Source data: Begin
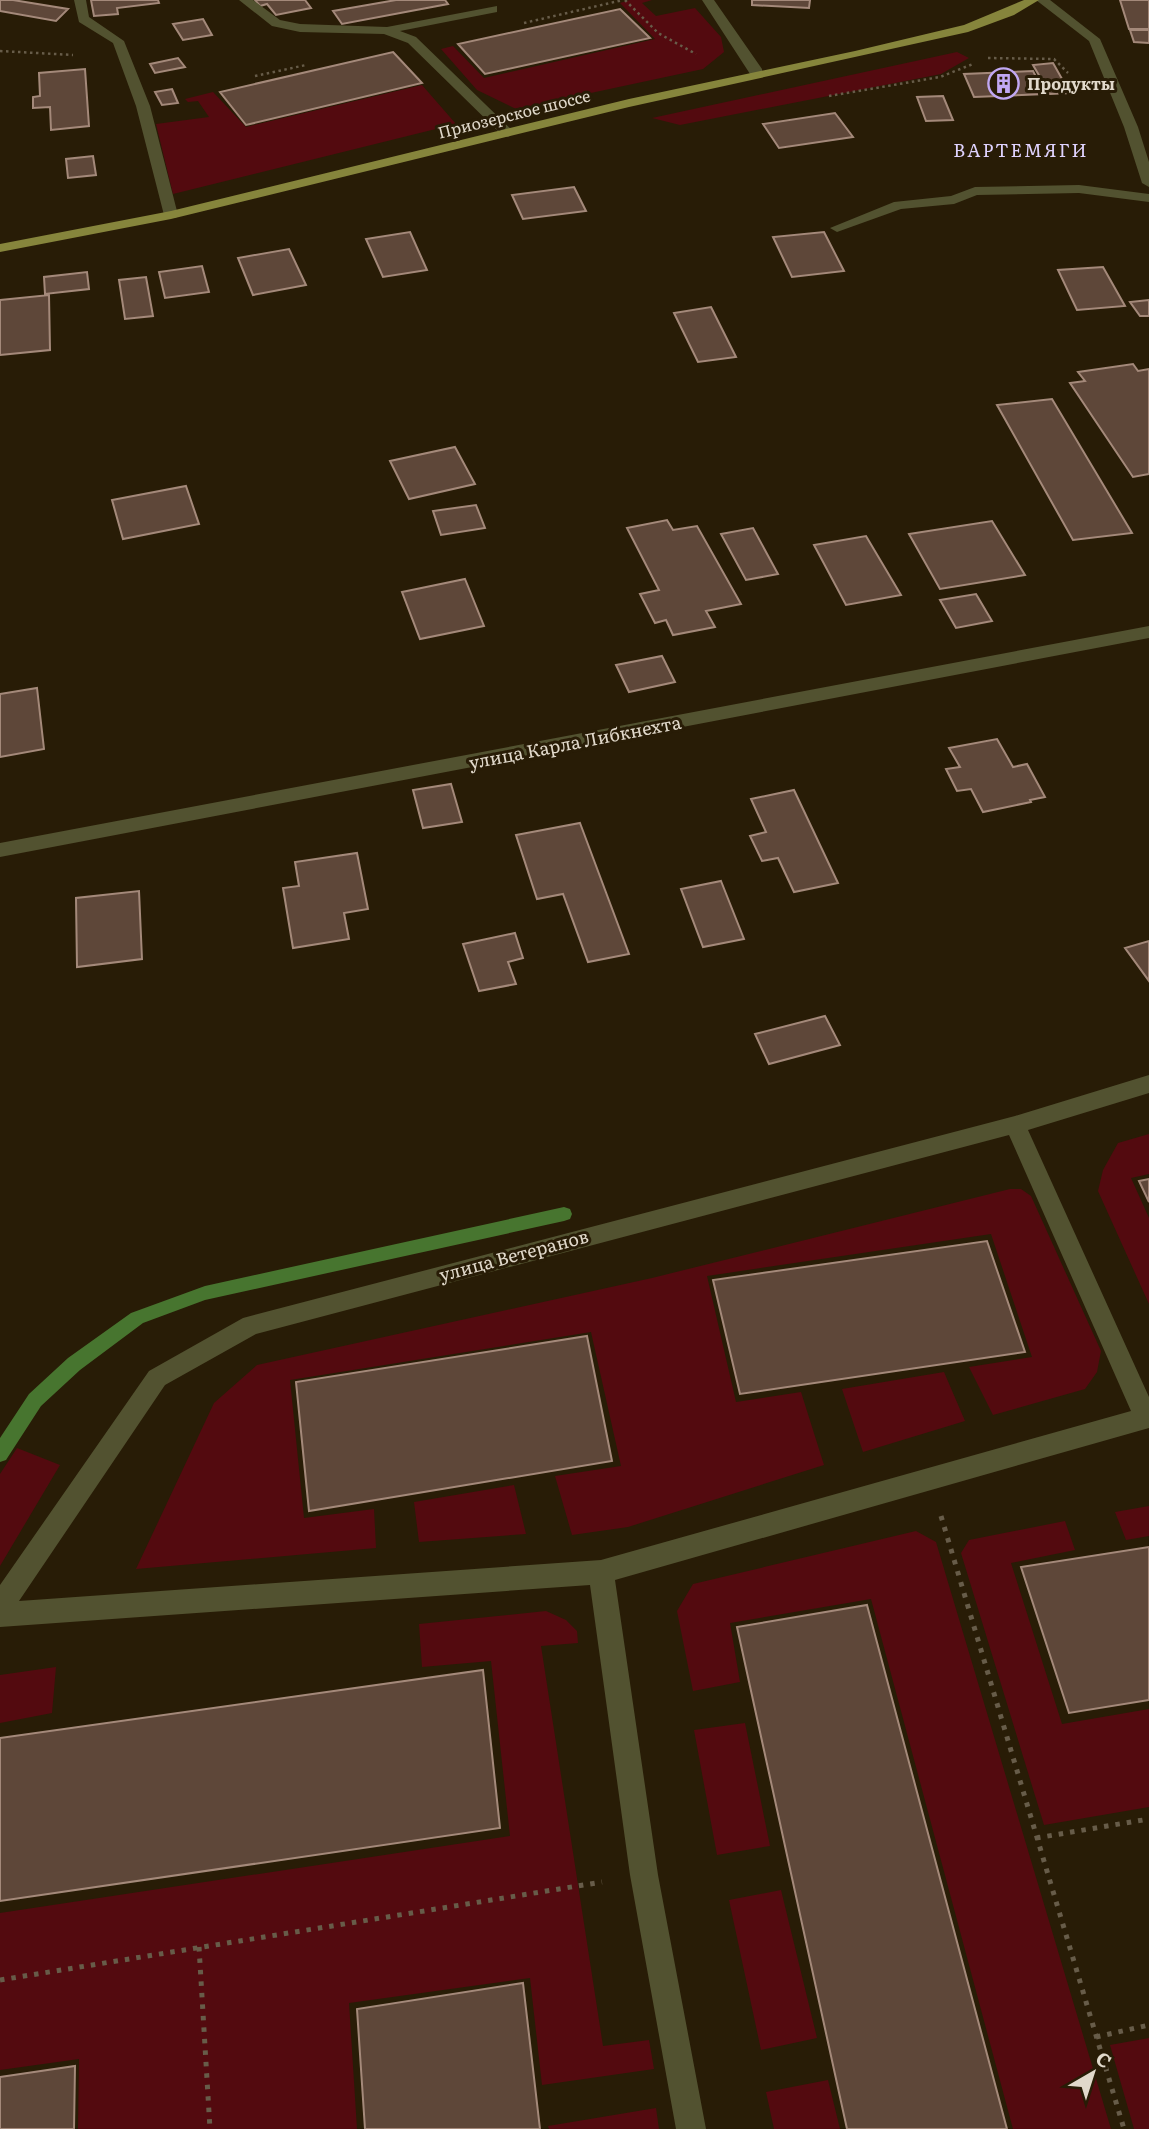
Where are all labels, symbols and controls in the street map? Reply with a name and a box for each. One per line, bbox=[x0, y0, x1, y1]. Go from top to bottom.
building icon: Продукты bbox=[987, 67, 1021, 101]
place label: Продукты bbox=[1027, 71, 1115, 95]
street label: Приозерское шоссе bbox=[435, 82, 593, 144]
district label: ВАРТЕМЯГИ bbox=[953, 136, 1089, 163]
street label: улица Карла Либкнехта bbox=[466, 708, 684, 775]
street label: улица Ветеранов bbox=[436, 1222, 591, 1287]
north arrow bbox=[1058, 2038, 1128, 2108]
text: С bbox=[1090, 2044, 1118, 2074]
Source data: End
[Task to carry out]:
Go through the entries and retype them exactly, except for the images.

[Expected answer]:
Where are all labels, symbols and controls in the street map? Reply with a name and a box for each. One per line, bbox=[x0, y0, x1, y1]. Go from top to bottom.
building icon: Продукты bbox=[987, 67, 1021, 101]
place label: Продукты bbox=[1027, 71, 1115, 95]
street label: Приозерское шоссе bbox=[435, 82, 593, 144]
district label: ВАРТЕМЯГИ bbox=[953, 136, 1089, 163]
street label: улица Карла Либкнехта bbox=[466, 708, 684, 775]
street label: улица Ветеранов bbox=[436, 1222, 591, 1287]
north arrow bbox=[1058, 2038, 1128, 2108]
text: С bbox=[1090, 2044, 1118, 2074]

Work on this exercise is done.